• **Problem requirements**:
Starting at the first line of the records below, reproduce every line up to and including the line with "filter:drop-shadow(0 0 2px", but leave out all pictures.

• **The data**:

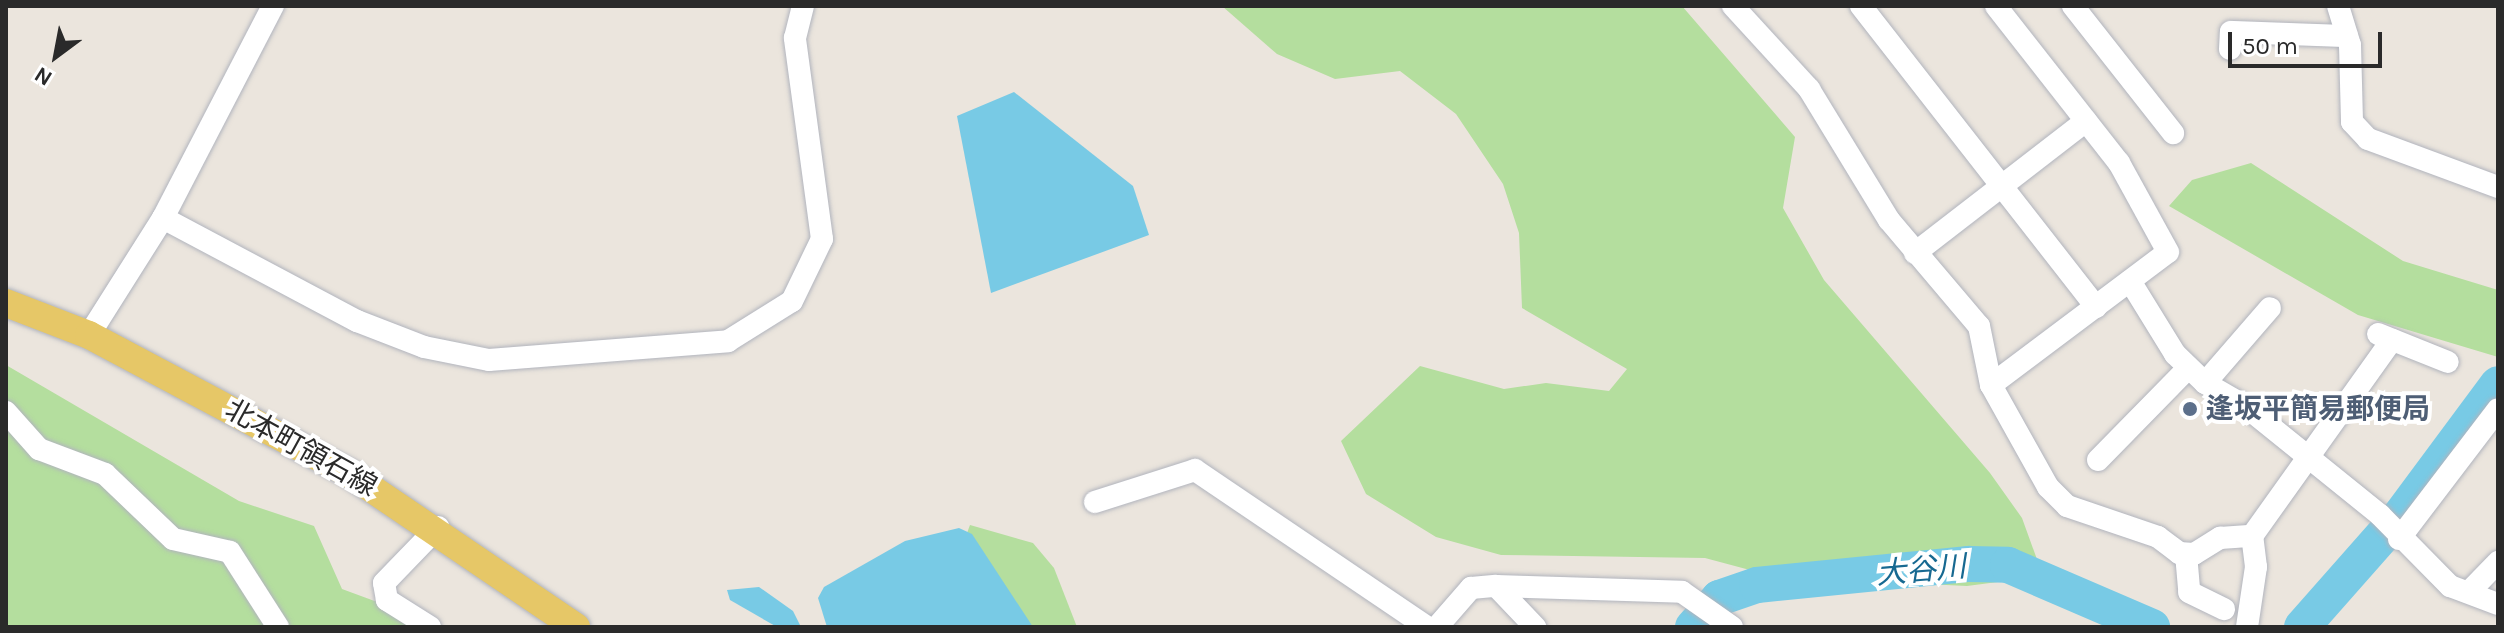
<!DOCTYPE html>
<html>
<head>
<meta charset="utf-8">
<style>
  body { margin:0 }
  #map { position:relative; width:2504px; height:633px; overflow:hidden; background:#ebe5dd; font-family:Karla,"Noto Sans JP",sans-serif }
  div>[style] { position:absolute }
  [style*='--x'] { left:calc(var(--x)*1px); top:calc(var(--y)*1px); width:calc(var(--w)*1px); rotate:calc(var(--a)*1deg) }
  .green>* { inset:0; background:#b4de9e }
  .water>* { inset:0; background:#78cae5 }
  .river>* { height:36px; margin:-18px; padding:0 18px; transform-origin:18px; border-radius:18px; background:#78cae5 }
  .roads { filter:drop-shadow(0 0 2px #b1b4bd) drop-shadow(0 0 2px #b1b4bd) }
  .minor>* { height:22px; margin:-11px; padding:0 11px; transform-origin:11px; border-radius:11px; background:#fff }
  .major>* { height:28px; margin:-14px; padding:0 14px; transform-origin:14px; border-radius:14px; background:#e6c767 }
  .dots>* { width:22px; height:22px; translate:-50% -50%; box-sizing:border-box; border:4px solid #fff; border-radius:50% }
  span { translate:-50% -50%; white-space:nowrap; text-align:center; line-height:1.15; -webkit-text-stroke:8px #fff; paint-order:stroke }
  .service-label { font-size:28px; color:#4e5e75; font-weight:700 }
  .left { translate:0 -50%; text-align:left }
  .street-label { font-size:28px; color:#2a2a2a }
  .water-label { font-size:30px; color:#176991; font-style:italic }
  .frame { position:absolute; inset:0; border:8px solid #2a2a2a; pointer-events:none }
  .north { position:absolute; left:16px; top:16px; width:80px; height:80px; -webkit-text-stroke:6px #fff; paint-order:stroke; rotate:212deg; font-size:22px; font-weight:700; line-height:32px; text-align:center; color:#2a2a2a }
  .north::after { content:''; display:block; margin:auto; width:28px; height:36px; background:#2a2a2a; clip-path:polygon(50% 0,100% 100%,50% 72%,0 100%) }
  .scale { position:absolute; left:2228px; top:32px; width:154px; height:36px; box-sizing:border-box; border:4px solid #2a2a2a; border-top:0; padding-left:10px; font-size:24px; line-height:28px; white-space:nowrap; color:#2a2a2a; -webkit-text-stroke:6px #fff; paint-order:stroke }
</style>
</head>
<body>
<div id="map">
  <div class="green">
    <i style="clip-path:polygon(1222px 6px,1682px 6px,1795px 137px,1783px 208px,1824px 280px,1990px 473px,2022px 518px,2043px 576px,1967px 586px,1776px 577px,1705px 558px,1501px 555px,1436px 537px,1366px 494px,1341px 441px,1420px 366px,1504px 389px,1546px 383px,1609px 391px,1627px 369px,1522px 308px,1519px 233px,1503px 184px,1456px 114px,1400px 71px,1335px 79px,1277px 54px)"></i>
    <i style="clip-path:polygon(2251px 163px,2403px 261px,2498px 290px,2498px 357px,2358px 315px,2169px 206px,2192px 180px)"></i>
    <i style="clip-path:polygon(6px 365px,239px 501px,314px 526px,342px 589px,445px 627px,6px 627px)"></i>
    <i style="clip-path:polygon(970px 525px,1033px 543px,1054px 568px,1077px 627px,1019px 627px,963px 544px)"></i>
  </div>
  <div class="water">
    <i style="clip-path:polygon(1014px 92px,1133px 186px,1149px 235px,991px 293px,957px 116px)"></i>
    <i style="clip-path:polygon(959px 528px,972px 534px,1033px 627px,827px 627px,818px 598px,824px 587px,905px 541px)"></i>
    <i style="clip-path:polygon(759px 587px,793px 611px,801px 627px,777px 627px,730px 600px,727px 590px)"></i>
  </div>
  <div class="river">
    <i style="--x:1693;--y:627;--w:39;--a:-48"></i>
    <i style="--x:1719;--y:598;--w:40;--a:-18.9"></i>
    <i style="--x:1757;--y:585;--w:213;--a:-5.7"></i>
    <i style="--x:1969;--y:564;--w:39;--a:1"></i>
    <i style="--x:2008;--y:565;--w:157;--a:23.3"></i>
    <i style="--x:2302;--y:627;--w:148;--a:-48.6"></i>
    <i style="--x:2400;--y:516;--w:164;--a:-53.4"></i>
  </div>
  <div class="roads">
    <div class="minor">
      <i style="--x:1733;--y:6;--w:113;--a:47.5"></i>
      <i style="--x:1809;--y:89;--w:153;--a:58.6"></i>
      <i style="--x:1889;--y:220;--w:139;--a:49.7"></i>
      <i style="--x:1979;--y:326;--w:60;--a:78.5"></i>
      <i style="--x:1991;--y:385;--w:117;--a:60.8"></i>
      <i style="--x:2048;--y:487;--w:27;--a:45"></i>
      <i style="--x:2067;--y:506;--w:96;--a:18.8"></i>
      <i style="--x:2158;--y:537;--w:26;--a:37"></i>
      <i style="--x:2179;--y:553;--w:15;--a:4"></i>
      <i style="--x:2194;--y:554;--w:31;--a:-32"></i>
      <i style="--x:2220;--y:538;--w:32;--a:-4"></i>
      <i style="--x:2252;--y:536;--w:241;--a:-54.5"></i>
      <i style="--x:1861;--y:6;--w:382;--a:52"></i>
      <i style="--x:2073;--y:6;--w:162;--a:51.8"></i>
      <i style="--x:2338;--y:6;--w:41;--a:72.9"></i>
      <i style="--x:2350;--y:45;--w:77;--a:88.5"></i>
      <i style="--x:2352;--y:122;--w:23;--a:47"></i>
      <i style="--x:2368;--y:139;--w:139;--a:20.3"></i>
      <i style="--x:2230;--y:49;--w:17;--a:-87"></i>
      <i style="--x:2231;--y:32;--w:116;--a:2"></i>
      <i style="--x:163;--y:218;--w:220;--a:28"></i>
      <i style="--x:357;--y:321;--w:72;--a:21.2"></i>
      <i style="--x:424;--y:347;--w:66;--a:11.3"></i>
      <i style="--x:489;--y:360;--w:240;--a:-4.5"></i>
      <i style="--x:728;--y:341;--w:75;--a:-32"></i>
      <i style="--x:792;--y:301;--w:69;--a:-64.2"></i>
      <i style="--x:822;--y:239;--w:203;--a:-97.7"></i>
      <i style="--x:795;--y:38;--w:33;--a:-76"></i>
      <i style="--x:1915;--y:253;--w:216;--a:-37.7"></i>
      <i style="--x:2130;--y:281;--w:86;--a:58.3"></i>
      <i style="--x:2175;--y:354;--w:42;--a:44"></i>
      <i style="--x:2205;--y:383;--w:46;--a:29.9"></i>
      <i style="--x:2245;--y:406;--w:174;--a:38.9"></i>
      <i style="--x:2380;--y:515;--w:100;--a:45.4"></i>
      <i style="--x:2450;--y:586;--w:51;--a:20.6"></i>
      <i style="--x:2378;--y:334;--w:75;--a:21.8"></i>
      <i style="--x:89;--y:335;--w:138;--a:-57.7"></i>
      <i style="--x:163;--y:218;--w:239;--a:-62.6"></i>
      <i style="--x:2205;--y:383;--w:99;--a:-49.1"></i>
      <i style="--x:1991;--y:385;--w:221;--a:-36.9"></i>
      <i style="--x:2168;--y:252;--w:102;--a:-118.8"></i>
      <i style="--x:2119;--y:163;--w:199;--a:-128.1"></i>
      <i style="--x:6;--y:412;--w:50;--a:48.3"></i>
      <i style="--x:39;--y:449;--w:71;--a:20.7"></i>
      <i style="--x:105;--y:474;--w:94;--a:43.7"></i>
      <i style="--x:173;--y:539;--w:58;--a:12.8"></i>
      <i style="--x:230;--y:552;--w:89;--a:57.4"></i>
      <i style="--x:2098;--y:460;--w:129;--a:-45.6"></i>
      <i style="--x:1095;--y:502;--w:105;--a:-17.7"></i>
      <i style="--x:1195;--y:470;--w:280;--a:34.1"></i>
      <i style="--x:2399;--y:539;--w:163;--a:-52.7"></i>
      <i style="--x:2186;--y:554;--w:38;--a:85"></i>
      <i style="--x:2189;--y:592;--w:39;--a:26"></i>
      <i style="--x:1496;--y:586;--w:57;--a:46.4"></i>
      <i style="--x:2469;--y:592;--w:42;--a:-46"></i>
      <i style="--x:430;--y:627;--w:51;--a:-147.9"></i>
      <i style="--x:387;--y:600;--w:17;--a:-100"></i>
      <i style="--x:384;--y:583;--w:78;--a:-46"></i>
      <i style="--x:1437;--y:627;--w:52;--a:-48.9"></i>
      <i style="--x:1471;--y:588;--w:25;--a:-5"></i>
      <i style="--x:1496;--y:586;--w:186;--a:1.8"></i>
      <i style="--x:1682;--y:592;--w:61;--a:35"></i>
      <i style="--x:2247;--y:627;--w:61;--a:-81.5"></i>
      <i style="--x:2256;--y:567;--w:31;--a:-97"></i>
    </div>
    <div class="major">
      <i style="--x:6;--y:303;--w:89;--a:21.1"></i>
      <i style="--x:89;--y:335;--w:296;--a:28"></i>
      <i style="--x:350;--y:474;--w:273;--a:34.1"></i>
    </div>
  </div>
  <div class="dots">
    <i style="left:2190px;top:409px;background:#5c6f8a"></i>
  </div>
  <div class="service-label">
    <span class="left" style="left:2206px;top:409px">逢坂平簡易郵便局</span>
  </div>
  <div class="street-label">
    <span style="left:301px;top:448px;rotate:29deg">北本町領石線</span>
  </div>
  <div class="water-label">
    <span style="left:1921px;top:570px;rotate:-5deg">大谷川</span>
  </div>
  <div class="frame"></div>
  <div class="north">N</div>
  <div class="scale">50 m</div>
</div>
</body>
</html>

• **Completed exercise**:
<!DOCTYPE html>
<html>
<head>
<meta charset="utf-8">
<style>
  body { margin:0 }
  #map { position:relative; width:2504px; height:633px; overflow:hidden; background:#ebe5dd; font-family:Karla,"Noto Sans JP",sans-serif }
  div>[style] { position:absolute }
  [style*='--x'] { left:calc(var(--x)*1px); top:calc(var(--y)*1px); width:calc(var(--w)*1px); rotate:calc(var(--a)*1deg) }
  .green>* { inset:0; background:#b4de9e }
  .water>* { inset:0; background:#78cae5 }
  .river>* { height:36px; margin:-18px; padding:0 18px; transform-origin:18px; border-radius:18px; background:#78cae5 }
  .roads { filter:drop-shadow(0 0 2px #b1b4bd) drop-shadow(0 0 2px #b1b4bd) }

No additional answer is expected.